Here, event B denotes that selected wafer is conforming. Event B contains ‘lot A and conforming’, ‘lot B and conforming’ and ‘lot C and conforming’.

$\begin{array}{c}\text{Number of conforming wafers}=88+165+260\\ =513\end{array}$

Among the 600 wafers, 513 of them are conforming.

Substitute 513 for “number of outcomes in B” and 600 for “Number of outcomes in sample space” in the probability formula.

Therefore,

$\begin{array}{c}P\left(B\right)=\frac{513}{600}\\ =0.855\end{array}$

Thus, the probability that a wafer is conforming is 0.8550.

c.

To determine

Compute the probability that a wafer is from lot A and is conforming.

Answer to Problem 42E

The probability that a wafer is from lot A and is conforming is 0.1467.

Explanation of Solution

Calculation:

Here, event ‘A and B’ denotes that selected wafer is from lot A and is conforming.

Among the 600 wafers, 88 of them are conforming.

Substitute 88 for “number of outcomes in (A and B) ” and 600 for “Number of outcomes in sample space” in the probability formula.

Therefore,

$\begin{array}{c}P\left(A\text{and }B\right)=\frac{88}{600}\\ =0.1467\end{array}$

Thus, the probability that a wafer is from lot A and is conforming is 0.1467.

d.

To determine

Compute the probability that wafer is conforming given that it is from lot A.

Answer to Problem 42E

The probability that wafer is conforming given that it is from lot A is 0.88.

Explanation of Solution

Calculation:

The formula for conditional probability is given by:

$P\left(B|A\right)=\frac{P\left(A\text{and}B\right)}{P\left(A\right)}$.
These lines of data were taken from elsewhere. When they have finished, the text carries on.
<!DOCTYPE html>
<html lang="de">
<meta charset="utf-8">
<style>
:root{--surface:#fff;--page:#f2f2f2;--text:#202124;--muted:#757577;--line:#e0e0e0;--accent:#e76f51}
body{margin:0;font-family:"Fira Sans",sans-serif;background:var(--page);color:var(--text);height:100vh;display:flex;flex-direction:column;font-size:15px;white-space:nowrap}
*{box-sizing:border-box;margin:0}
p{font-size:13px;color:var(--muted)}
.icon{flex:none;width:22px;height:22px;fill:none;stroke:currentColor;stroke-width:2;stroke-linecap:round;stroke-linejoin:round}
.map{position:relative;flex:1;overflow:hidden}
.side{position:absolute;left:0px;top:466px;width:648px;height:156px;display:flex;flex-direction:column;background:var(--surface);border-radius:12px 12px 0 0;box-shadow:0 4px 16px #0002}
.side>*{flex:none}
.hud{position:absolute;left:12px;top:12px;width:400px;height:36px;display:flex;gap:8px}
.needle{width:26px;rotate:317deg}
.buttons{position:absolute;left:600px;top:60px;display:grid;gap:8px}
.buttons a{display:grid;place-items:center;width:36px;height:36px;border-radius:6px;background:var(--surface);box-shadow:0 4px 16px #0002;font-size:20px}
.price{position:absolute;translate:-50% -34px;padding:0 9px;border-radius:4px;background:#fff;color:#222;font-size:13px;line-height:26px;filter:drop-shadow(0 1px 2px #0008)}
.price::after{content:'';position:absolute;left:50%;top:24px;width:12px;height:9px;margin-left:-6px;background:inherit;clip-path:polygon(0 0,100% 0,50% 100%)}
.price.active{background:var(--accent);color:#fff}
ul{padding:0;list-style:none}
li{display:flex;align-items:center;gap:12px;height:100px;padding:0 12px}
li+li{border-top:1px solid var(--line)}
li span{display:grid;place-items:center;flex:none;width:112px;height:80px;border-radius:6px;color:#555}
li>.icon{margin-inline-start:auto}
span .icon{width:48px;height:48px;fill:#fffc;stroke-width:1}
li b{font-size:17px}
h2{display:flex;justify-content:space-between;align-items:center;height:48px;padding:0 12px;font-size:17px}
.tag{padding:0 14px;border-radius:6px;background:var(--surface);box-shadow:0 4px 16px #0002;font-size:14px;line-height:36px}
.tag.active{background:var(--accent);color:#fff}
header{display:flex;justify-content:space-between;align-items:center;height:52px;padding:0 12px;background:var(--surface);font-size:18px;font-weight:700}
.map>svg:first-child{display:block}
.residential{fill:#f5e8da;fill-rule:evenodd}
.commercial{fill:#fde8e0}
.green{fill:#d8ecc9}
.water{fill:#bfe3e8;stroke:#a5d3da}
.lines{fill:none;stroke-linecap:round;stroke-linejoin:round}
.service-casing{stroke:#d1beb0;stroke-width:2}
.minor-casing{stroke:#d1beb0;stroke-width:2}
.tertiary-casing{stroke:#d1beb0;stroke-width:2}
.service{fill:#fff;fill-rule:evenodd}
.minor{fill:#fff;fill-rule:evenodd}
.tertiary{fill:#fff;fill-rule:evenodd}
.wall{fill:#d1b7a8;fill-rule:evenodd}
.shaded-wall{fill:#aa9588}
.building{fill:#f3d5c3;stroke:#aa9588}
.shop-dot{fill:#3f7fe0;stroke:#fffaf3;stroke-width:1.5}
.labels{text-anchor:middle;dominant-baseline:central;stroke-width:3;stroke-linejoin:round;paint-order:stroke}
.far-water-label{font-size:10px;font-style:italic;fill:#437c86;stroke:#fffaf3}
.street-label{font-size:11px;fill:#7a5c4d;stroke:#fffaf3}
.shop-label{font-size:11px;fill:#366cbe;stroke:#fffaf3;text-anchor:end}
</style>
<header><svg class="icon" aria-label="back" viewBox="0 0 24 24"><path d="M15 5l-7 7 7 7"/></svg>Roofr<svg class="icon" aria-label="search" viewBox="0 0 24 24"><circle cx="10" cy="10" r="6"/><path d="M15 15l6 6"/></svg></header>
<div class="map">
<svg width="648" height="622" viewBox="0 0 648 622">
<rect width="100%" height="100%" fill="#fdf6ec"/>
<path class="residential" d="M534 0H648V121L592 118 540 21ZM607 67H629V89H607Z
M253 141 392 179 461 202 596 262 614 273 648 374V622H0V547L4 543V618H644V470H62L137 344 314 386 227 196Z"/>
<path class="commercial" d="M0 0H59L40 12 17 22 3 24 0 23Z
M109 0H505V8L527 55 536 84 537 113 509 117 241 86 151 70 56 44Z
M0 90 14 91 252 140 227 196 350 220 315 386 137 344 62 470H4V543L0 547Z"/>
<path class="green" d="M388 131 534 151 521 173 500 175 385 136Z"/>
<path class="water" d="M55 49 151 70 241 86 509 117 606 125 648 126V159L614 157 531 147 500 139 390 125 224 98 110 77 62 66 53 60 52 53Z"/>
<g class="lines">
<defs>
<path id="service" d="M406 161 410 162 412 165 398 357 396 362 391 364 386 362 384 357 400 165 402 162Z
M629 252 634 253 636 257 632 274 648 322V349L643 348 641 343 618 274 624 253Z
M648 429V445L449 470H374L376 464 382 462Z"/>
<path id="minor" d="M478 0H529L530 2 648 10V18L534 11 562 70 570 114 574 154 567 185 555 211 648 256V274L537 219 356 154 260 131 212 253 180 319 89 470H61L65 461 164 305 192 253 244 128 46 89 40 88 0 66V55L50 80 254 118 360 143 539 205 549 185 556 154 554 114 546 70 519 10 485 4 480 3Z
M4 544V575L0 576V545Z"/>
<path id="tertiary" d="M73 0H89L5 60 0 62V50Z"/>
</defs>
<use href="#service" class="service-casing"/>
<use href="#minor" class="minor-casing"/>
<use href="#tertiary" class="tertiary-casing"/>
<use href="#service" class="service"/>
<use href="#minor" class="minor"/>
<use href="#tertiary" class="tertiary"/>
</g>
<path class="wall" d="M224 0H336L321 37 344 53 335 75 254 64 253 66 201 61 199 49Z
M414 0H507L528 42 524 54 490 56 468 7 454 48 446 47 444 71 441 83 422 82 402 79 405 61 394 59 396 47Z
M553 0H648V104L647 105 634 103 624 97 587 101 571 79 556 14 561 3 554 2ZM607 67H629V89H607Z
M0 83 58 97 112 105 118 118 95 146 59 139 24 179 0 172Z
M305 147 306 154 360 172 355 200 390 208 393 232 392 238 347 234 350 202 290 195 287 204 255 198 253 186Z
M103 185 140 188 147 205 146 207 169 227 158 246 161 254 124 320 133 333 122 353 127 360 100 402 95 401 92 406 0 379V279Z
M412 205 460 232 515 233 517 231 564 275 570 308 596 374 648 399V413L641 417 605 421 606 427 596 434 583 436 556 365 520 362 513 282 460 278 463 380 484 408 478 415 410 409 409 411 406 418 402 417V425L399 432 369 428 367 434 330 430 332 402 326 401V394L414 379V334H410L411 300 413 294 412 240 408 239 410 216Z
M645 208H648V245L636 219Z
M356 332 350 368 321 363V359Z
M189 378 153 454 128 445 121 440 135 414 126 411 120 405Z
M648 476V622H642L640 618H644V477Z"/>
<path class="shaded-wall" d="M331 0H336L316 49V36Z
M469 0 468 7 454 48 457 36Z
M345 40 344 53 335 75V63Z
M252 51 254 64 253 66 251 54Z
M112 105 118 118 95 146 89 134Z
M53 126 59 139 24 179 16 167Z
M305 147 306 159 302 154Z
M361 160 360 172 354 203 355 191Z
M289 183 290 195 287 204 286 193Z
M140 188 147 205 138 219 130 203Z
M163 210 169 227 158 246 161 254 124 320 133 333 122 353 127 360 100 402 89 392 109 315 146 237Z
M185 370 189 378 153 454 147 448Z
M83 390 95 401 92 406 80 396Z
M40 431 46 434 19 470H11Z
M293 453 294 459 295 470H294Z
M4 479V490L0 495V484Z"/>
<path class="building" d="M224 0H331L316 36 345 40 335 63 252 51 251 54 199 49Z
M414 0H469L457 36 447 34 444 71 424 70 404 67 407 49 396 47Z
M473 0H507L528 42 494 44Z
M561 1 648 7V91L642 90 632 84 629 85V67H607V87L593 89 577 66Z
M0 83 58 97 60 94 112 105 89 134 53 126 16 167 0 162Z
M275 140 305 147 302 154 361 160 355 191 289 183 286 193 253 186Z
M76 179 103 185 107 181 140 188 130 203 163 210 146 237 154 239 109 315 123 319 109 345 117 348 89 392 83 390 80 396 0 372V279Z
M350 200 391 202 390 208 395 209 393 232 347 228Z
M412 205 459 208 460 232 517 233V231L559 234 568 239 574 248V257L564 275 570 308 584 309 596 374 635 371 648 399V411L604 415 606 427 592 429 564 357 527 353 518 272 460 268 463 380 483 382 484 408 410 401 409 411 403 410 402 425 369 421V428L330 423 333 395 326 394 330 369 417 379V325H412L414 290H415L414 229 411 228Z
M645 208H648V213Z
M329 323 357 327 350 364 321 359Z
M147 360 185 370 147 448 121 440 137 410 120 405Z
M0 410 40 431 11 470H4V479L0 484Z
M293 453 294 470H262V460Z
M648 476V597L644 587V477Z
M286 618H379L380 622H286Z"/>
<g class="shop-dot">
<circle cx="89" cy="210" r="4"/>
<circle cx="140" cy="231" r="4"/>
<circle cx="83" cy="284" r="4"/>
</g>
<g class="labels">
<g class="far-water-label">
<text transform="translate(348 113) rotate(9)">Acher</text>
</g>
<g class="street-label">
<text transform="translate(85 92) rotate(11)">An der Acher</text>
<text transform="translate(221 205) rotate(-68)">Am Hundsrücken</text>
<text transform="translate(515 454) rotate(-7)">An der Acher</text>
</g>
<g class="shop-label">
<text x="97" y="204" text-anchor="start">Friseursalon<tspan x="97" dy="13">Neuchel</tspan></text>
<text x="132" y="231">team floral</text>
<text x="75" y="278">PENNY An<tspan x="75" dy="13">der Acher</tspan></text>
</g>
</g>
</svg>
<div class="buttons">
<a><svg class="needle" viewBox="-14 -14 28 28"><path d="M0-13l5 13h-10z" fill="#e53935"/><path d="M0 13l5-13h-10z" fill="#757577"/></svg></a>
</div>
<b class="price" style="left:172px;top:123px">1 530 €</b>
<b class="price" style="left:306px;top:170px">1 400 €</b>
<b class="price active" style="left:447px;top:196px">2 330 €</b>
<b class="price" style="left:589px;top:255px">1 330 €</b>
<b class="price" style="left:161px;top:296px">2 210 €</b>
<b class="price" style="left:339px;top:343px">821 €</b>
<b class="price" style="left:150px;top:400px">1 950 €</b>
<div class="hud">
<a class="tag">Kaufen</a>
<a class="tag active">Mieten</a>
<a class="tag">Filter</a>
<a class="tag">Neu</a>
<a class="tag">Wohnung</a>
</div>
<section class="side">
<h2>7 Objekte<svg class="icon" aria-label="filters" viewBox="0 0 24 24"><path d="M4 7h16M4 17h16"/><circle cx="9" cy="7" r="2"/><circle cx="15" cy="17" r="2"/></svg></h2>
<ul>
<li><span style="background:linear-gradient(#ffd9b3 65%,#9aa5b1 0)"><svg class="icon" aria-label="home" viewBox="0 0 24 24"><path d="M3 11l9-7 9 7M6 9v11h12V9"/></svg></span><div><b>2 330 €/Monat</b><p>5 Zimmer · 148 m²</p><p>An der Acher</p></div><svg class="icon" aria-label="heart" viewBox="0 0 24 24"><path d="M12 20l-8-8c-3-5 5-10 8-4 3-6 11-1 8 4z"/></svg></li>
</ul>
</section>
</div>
Event A denotes that wafer is from lot A and event B denotes that wafer is conforming.

From part (a) it is clear that, $P\left(A\right)=0.1667$.

From part (c), it is clear that, $P\left(A\text{and}B\right)=0.1467$.

Substitute these values in the formula for conditional probability.

Therefore,

$\begin{array}{c}P\left(B|A\right)=\frac{0.1667}{0.1467}\\ =0.88\end{array}$

Thus, the probability that wafer is conforming given that it is from lot A is 0.88.

e.

To determine

Compute the probability that wafer is from lot A given that it is conforming.

Answer to Problem 42E

The probability that wafer is from lot A given that it is conforming is 0.1715.

Explanation of Solution

Calculation:

The formula for conditional probability is given by:

$P\left(A|B\right)=\frac{P\left(A\text{and}B\right)}{P\left(B\right)}$.

Event A denotes that wafer is from lot A and event B denotes that wafer is conforming.

From part (b) it is clear that, $P\left(B\right)=0.855$.

From part (c), it is clear that, $P\left(A\text{and}B\right)=0.1467$.

Substitute these values in the formula for conditional probability.

Therefore,

$\begin{array}{c}P\left(A|B\right)=\frac{0.1467}{0.855}\\ =0.1715\end{array}$

Thus, the probability that wafer is from lot A given that it is conforming is 0.1715.

f.

To determine

Check whether the event $E_1\text{and }{E}_2$ are independent or not.

Explain the answer.

Answer to Problem 42E

Event $E_1\text{and }{E}_2$ are not independent.

Explanation of Solution

Calculation:

Event $E_1$ denotes that wafer is from lot A and $E_2$ wafer is conforming.

Independent events:

Two events $E_1$ and $E_2$ are said to be independent if occurrence of one does not affect the other. If the events $E_1$ and $E_2$ are independent then $P\left(E_1\text{and}{E}_2\right)=P\left(E_1\right)\times P\left(E_2\right)$.

Here, event $E_1$ denotes that wafer is from lot A which is same as event A in part (a) and event $E_2$ denotes that wafer is conforming which is same as event B in part (b), and event ‘$E_1\text{and}{E}_2$’ denotes that wafer is from lot A and is conforming which is same as event ‘A and B’ in part (c).

From part (a) it is clear that,

$\begin{array}{c}P\left(E_1\right)=P\left(A\right)\\ =0.1667\end{array}$.

From part (b) it is clear that,

$\begin{array}{c}P\left(E_2\right)=P\left(B\right)\\ =0.855\end{array}$.

From part (c) it is clear that,

$\begin{array}{c}P\left(E_1\text{and }{E}_2\right)=P\left(A\text{and}B\right)\\ =0.1467\end{array}$.

Substitute these values in the formula for conditional probability.

Therefore,

$\begin{array}{c}P\left(E_1\right)\times P\left(E_2\right)=\left(0.1667\right)\times \left(0.855\right)\\ =0.1425\\ \ne P\left(E_1\text{and }{E}_2\right)\end{array}$

That is, $P\left(E_1\text{and}{E}_2\right)\ne P\left(E_1\right)\times P\left(E_2\right)$

Thus, the events $E_1\text{and }{E}_2$ are not independent.